債権者が届出をしない場合は、債権者一覧表に記載された債権額が個人再生手続きの対象となります。
(7)異議申立て
債権者が届出をした債権額が実際よりも多い場合は、債務者(申立人)から異議を申し立てることが可能です。
異議を申し立てると、個人再生委員が調査したり、裁判所へ「評価の申立て」を行うなどして債権額が確定されます。
(8)財産状況についての報告
裁判所が定めた期間内に、債務者(申立人)は「財産状況報告書」を提出します。
この報告書には、申立て後の財産の増減を具体的に記載します。
特に変化がない場合も、その旨を記載した報告書を提出する必要があります。
(9)再生計画案の提出
今後、どの債権者に対していくらの金額を、どのようなプランで返済していくのかという再生計画案を作成して、裁判所へ提出します。

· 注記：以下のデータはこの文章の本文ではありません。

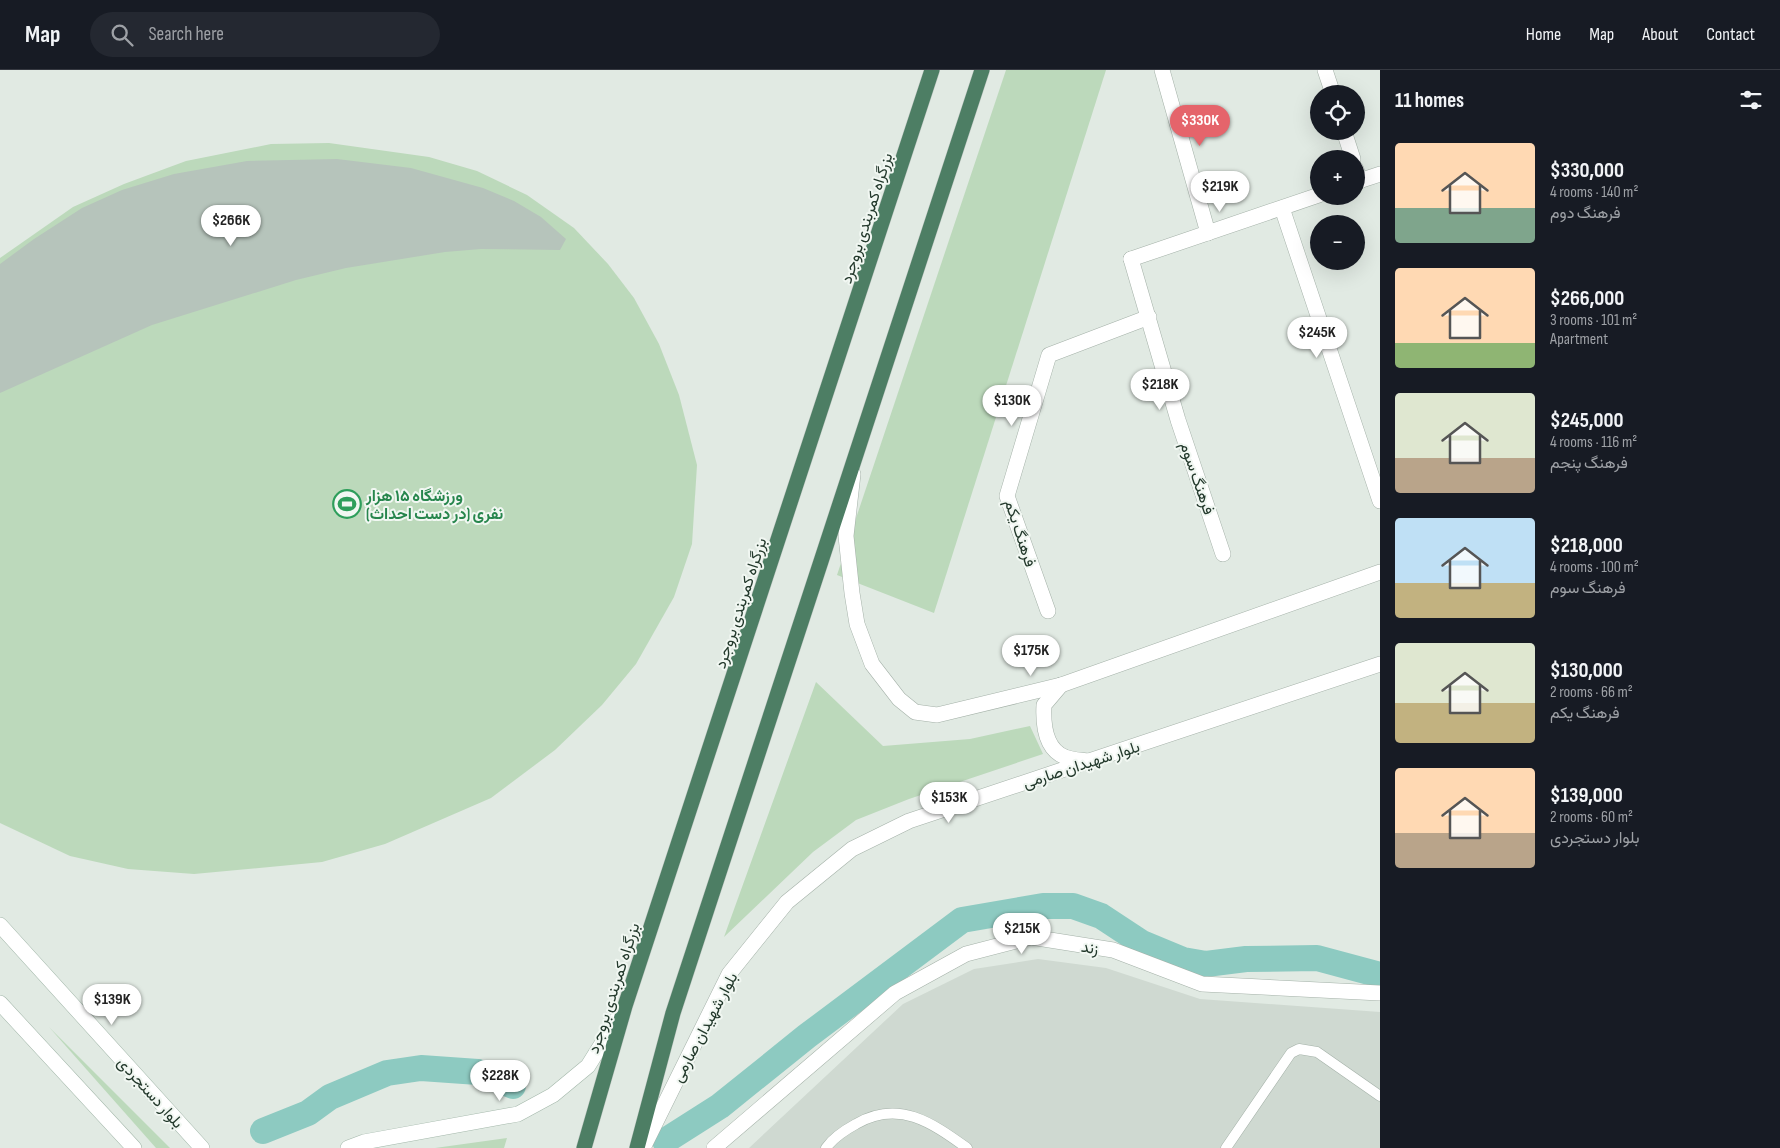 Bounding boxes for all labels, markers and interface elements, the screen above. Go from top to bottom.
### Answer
search box [90,12,440,57]
text: Map [25,20,60,49]
icon: search [108,21,136,49]
text: Search here [148,23,224,46]
text: Home [1526,24,1561,45]
text: Map [1589,24,1614,45]
text: About [1642,24,1678,45]
text: Contact [1706,24,1755,45]
map controls [1310,85,1365,270]
button: locate [1310,85,1365,140]
icon: filters [1737,86,1765,114]
text: 11 homes [1395,88,1464,113]
pin: $330K [1165,104,1235,147]
text: $330K [1181,111,1219,130]
button: + [1310,150,1365,205]
street label: بزرگراه کمربندی بروجرد [837,151,897,286]
text: $330,000 [1550,158,1624,183]
icon: home [1435,163,1495,223]
pin: $219K [1185,170,1255,213]
text: $219K [1202,177,1238,196]
text: 4 rooms · 140 m² [1550,183,1638,202]
pin: $266K [196,204,266,247]
text: فرهنگ دوم [1550,204,1621,223]
text: $266K [212,211,250,230]
button: − [1310,215,1365,270]
text: $266,000 [1550,286,1624,311]
icon: home [1435,288,1495,348]
text: 3 rooms · 101 m² [1550,311,1637,330]
pin: $245K [1282,316,1352,359]
text: $245K [1298,323,1336,342]
text: Apartment [1550,330,1608,349]
pin: $218K [1125,368,1195,411]
text: $218K [1142,375,1178,394]
pin: $130K [977,384,1047,427]
text: $130K [993,391,1031,410]
text: $245,000 [1550,408,1624,433]
icon: home [1435,413,1495,473]
text: 4 rooms · 116 m² [1550,433,1637,452]
street label: فرهنگ سوم [1175,440,1218,517]
text: فرهنگ پنجم [1550,454,1628,473]
place label: ورزشگاه ۱۵ هزار نفری (در دست احداث) [365,487,503,524]
sports icon: ورزشگاه ۱۵ هزار نفری (در دست احداث) [332,489,362,519]
street label: فرهنگ یکم [1000,497,1039,570]
text: $218,000 [1550,533,1623,558]
street label: بزرگراه کمربندی بروجرد [711,536,771,671]
icon: home [1435,538,1495,598]
text: 4 rooms · 100 m² [1550,558,1639,577]
text: فرهنگ سوم [1550,579,1626,598]
pin: $175K [996,634,1066,677]
text: $175K [1013,641,1049,660]
text: $130,000 [1550,658,1623,683]
icon: home [1435,663,1495,723]
text: 2 rooms · 66 m² [1550,683,1633,702]
text: فرهنگ یکم [1550,704,1620,723]
street label: بلوار شهیدان صارمی [1021,738,1142,793]
pin: $153K [914,782,984,824]
text: $139,000 [1550,783,1623,808]
text: $153K [931,788,967,807]
icon: home [1435,788,1495,848]
text: 2 rooms · 60 m² [1550,808,1633,827]
text: بلوار دستجردی [1550,829,1639,848]
pin: $215K [987,912,1057,955]
text: $215K [1004,919,1040,938]
street label: بزرگراه کمربندی بروجرد [584,921,644,1056]
street label: زند [1080,938,1100,959]
street label: بلوار شهیدان صارمی [668,970,742,1086]
pin: $139K [77,984,147,1026]
text: $139K [93,990,131,1009]
street label: بلوار دستجردی [113,1053,187,1133]
pin: $228K [465,1060,535,1102]
text: $228K [481,1066,519,1085] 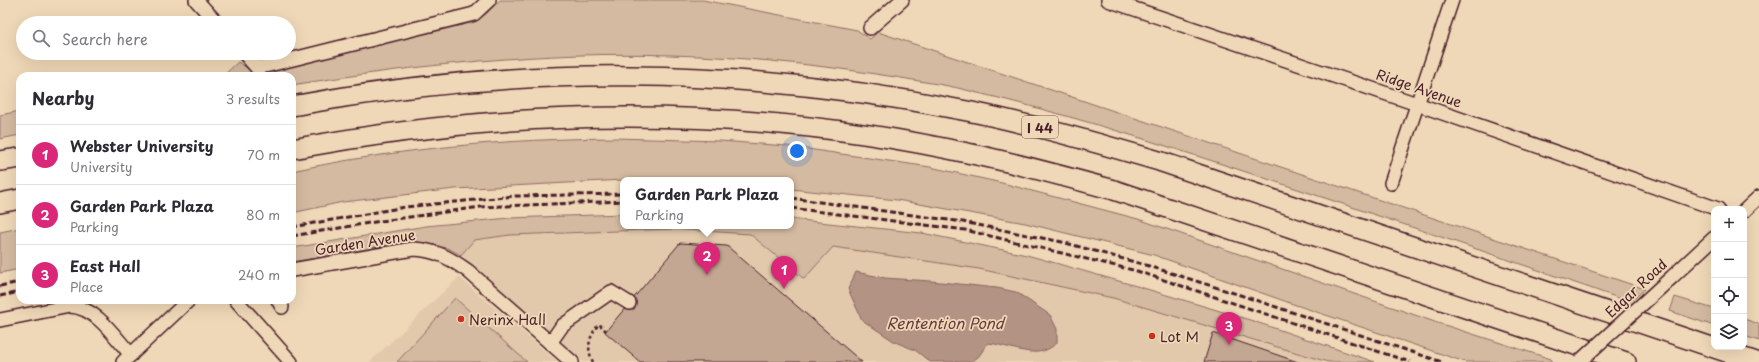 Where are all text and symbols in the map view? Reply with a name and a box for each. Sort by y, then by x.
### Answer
search box [16,16,296,60]
icon: search [30,27,52,49]
text: Search here [62,27,148,50]
street label: Ridge Avenue [1373,64,1465,113]
text: Nearby [32,85,94,111]
text: 3 results [226,89,280,108]
road number: I 44 [1022,116,1058,138]
text: Webster University [70,134,214,157]
your location [787,141,807,161]
text: 1 [42,145,48,164]
text: 70 m [247,145,280,164]
text: University [70,157,132,176]
popup [620,177,794,229]
text: Garden Park Plaza [635,182,779,205]
text: Garden Park Plaza [70,194,214,217]
text: 2 [40,205,50,224]
text: 80 m [246,205,280,224]
text: Parking [635,205,684,224]
map controls [1711,206,1747,350]
button: + [1711,206,1747,242]
text: Parking [70,217,119,236]
street label: Garden Avenue [313,224,417,260]
pin: 2 [694,242,720,275]
button: − [1711,242,1747,278]
text: East Hall [70,254,140,277]
street label: Edgar Road [1600,254,1672,322]
pin: 1 [771,256,797,289]
text: 3 [41,265,49,284]
text: 240 m [238,265,280,284]
text: Place [70,277,103,296]
button: locate [1711,278,1747,314]
place label: Nerinx Hall [469,309,546,330]
water label: Rentention Pond [886,311,1006,334]
pin: 3 [1216,312,1242,345]
marker: Nerinx Hall [456,314,466,324]
button: layers [1711,314,1747,350]
place label: Lot M [1160,326,1199,347]
marker: Lot M [1147,331,1157,341]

(10)債権者による書面決議(小規模個人再生の場合)
小規模個人再生の場合は、再生計画案について債権者による書面決議が行われます。
債権者総数の過半数、かつ債権総額の過半数の反対意見がなければ、再生計画案が可決されます。
(11)再生計画案認可の決定
再生計画案が可決され(小規模個人再生の場合)、その計画通りの返済が可能と裁判所が判断した場合は、裁判所による認可決定が行われます。
(12)返済スタート
再生計画案の認可決定から約1か月後に、認可決定が確定します。
確定した翌月から、再生計画案に従って返済をスタートします。
4、個人再生手続きにかかる期間は?
個人再生手続きにかかる期間は、各裁判所における運用や個別の事案によって多少の差がありますが、おおむね以下のようになっています。
事前準備にかかる期間:数週間~数か月
申立てから再生計画案認可の確定まで:5~6か月
返済期間:3~5年
事前準備から返済スタートまでに、おおむね7~8か月ほどかかるとみておきましょう。
期間を短縮するには、事前準備を効率よく行うことと、必要書類の不備がないようにしっかりと準備すること、個人再生委員の指示に速やかに従うことなどがポイントとなります。